Un constat qui soulève un problème clé : face au hiatus persistant entre la fin du parcours d'insertion des publics en difficulté et l'accès à l'entreprise, faut-il des intervenants spécialement formés à ce rôle de « passeur », de « médiateur d'insertion », « d'interprète »  ? Reste-t-il, comme le soutient le rapport du CSTS du groupe entreprises et travail social (2), « un espace de travail ou d'intermédiation qui ne peut être correctement rempli que par des professionnels relevant d'une culture et de champs de compétences largement hybrides ? » Des personnes à double casquette, mariant l'économique et le social ? Ce qui renvoie à tous les discours, depuis quelques années, autour des nouveaux métiers suscités par l'insertion économique.

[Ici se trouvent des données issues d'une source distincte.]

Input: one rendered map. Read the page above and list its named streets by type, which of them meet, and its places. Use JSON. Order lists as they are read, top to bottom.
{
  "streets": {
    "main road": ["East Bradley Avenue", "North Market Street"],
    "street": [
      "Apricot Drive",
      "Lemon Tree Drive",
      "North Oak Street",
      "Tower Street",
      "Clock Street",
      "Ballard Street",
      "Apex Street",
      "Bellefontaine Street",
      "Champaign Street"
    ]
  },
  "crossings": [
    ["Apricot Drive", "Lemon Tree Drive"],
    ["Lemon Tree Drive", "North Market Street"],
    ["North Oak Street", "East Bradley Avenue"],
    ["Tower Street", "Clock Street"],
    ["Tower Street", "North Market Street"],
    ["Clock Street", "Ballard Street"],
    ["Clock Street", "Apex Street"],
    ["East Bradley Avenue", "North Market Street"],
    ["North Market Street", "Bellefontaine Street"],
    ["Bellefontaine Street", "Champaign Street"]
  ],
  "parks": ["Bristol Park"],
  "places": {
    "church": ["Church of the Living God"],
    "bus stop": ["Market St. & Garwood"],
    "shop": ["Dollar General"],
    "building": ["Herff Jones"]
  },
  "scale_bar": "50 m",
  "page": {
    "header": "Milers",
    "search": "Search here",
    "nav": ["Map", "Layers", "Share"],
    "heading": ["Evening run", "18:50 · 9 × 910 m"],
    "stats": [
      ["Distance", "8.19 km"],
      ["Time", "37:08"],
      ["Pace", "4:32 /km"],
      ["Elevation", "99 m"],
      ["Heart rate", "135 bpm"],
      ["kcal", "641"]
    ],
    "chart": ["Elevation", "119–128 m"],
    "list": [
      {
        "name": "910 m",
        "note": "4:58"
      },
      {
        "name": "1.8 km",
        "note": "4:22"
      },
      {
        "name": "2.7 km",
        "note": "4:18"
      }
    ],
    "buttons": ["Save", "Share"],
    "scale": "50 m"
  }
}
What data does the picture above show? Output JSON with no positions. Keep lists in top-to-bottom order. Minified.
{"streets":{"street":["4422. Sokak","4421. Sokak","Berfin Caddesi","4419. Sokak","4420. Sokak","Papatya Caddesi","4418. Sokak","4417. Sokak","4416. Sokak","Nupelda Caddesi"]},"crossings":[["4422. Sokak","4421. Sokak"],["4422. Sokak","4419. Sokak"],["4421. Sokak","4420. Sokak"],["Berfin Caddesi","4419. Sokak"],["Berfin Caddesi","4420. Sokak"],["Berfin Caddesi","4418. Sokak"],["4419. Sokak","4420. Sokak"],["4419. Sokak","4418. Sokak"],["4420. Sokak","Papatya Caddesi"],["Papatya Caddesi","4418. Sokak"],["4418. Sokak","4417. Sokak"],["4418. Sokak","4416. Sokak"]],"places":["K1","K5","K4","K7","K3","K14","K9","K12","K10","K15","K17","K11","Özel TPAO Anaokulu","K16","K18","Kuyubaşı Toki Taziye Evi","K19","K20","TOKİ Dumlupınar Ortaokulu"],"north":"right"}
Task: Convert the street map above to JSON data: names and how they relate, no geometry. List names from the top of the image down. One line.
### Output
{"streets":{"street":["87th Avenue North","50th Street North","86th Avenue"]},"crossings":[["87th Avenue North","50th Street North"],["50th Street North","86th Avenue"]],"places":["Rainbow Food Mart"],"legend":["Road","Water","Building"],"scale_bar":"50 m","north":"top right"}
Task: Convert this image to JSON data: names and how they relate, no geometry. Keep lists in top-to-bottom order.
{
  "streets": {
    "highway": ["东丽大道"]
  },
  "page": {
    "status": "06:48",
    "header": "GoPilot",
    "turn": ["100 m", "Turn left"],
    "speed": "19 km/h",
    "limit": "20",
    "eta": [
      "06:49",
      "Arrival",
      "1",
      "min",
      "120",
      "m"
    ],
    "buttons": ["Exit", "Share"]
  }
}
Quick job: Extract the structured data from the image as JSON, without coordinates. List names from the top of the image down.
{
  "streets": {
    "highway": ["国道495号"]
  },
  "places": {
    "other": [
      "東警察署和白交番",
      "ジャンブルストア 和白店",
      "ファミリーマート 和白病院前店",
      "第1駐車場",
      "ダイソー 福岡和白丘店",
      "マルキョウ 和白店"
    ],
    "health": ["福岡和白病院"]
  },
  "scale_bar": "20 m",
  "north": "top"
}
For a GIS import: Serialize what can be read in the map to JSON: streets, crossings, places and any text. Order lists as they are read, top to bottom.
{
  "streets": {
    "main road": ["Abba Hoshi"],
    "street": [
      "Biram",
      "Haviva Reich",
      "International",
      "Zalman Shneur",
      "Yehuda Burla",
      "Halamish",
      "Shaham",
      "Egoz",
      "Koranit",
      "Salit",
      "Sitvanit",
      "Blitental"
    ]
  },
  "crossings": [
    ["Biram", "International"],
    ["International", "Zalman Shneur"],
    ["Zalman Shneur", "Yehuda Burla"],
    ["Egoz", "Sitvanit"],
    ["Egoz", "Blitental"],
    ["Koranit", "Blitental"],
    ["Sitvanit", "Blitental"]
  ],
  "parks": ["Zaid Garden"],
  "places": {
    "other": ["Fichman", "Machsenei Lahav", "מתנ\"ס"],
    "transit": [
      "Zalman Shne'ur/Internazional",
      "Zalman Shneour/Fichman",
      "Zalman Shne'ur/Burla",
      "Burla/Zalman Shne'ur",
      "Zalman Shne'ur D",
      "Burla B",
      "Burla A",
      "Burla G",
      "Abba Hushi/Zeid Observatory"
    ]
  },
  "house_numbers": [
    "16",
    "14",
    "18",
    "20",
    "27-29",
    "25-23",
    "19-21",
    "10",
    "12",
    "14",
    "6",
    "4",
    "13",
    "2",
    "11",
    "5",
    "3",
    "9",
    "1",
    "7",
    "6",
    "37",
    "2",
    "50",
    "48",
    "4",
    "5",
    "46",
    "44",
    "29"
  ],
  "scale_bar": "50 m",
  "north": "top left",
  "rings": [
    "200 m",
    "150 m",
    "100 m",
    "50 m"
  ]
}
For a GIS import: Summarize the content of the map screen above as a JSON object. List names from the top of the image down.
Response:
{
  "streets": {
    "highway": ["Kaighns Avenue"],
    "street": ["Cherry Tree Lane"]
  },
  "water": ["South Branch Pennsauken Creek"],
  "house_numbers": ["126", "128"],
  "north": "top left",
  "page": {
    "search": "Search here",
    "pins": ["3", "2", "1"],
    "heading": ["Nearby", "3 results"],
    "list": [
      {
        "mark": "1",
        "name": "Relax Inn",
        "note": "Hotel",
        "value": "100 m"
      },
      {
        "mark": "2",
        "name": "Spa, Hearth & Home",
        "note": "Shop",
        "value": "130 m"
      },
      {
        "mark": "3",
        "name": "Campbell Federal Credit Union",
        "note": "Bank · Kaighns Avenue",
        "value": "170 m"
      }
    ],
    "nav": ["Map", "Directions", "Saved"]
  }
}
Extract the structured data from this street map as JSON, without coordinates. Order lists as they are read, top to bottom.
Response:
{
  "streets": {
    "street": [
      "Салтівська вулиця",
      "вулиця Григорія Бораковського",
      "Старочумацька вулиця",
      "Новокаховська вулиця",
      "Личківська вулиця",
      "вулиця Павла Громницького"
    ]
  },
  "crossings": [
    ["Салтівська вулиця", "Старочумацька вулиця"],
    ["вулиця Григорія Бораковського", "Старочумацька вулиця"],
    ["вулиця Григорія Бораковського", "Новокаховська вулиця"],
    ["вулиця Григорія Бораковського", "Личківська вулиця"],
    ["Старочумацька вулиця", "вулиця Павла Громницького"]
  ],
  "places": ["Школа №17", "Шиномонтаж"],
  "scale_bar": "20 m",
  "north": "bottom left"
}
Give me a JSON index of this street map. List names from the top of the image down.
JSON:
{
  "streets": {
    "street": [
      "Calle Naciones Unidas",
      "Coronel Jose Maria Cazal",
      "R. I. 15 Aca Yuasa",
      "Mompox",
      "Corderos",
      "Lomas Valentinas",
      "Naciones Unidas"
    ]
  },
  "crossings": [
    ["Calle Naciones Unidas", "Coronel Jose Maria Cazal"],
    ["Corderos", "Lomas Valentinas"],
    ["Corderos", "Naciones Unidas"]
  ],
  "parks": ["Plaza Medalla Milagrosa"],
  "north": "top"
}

« Ne s'agit-il pas plutôt d'une fonction en plein développement du fait de l'accroissement des publics exclus  ?  », s'interroge Eliane Leplay, directrice de l'Ecole supérieure de travail social (Etsup) et membre du groupe de travail du CSTS, irritée par cette idée de « nouveaux métiers ». « Ils existent déjà. Les assistants sociaux du travail, qui possèdent la double culture du travail social et de l'entreprise, répondent exactement aux critères attendus de ces intervenants, sachant qu'ils peuvent exercer également dans des entreprises d'insertion ou associations intermédiaires. Tout le problème, c'est qu'on n'en forme pas assez, en raison du volume insuffisant d'assistants sociaux diplômés d'Etat. »

Des compétences transversales

Ce qui n'empêche pas, comme le souligne le rapport du CSTS, qu'il y ait besoin de permettre à d'autres professionnels venant du social ou de l'entreprise d'acquérir, par le biais de la formation continue, des compétences en matière d'insertion professionnelle des publics en difficulté. Sachant, soutient Eliane Leplay, « qu'il est sans doute plus facile pour quelqu'un du social d'acquérir la culture d'entreprise que le contraire ».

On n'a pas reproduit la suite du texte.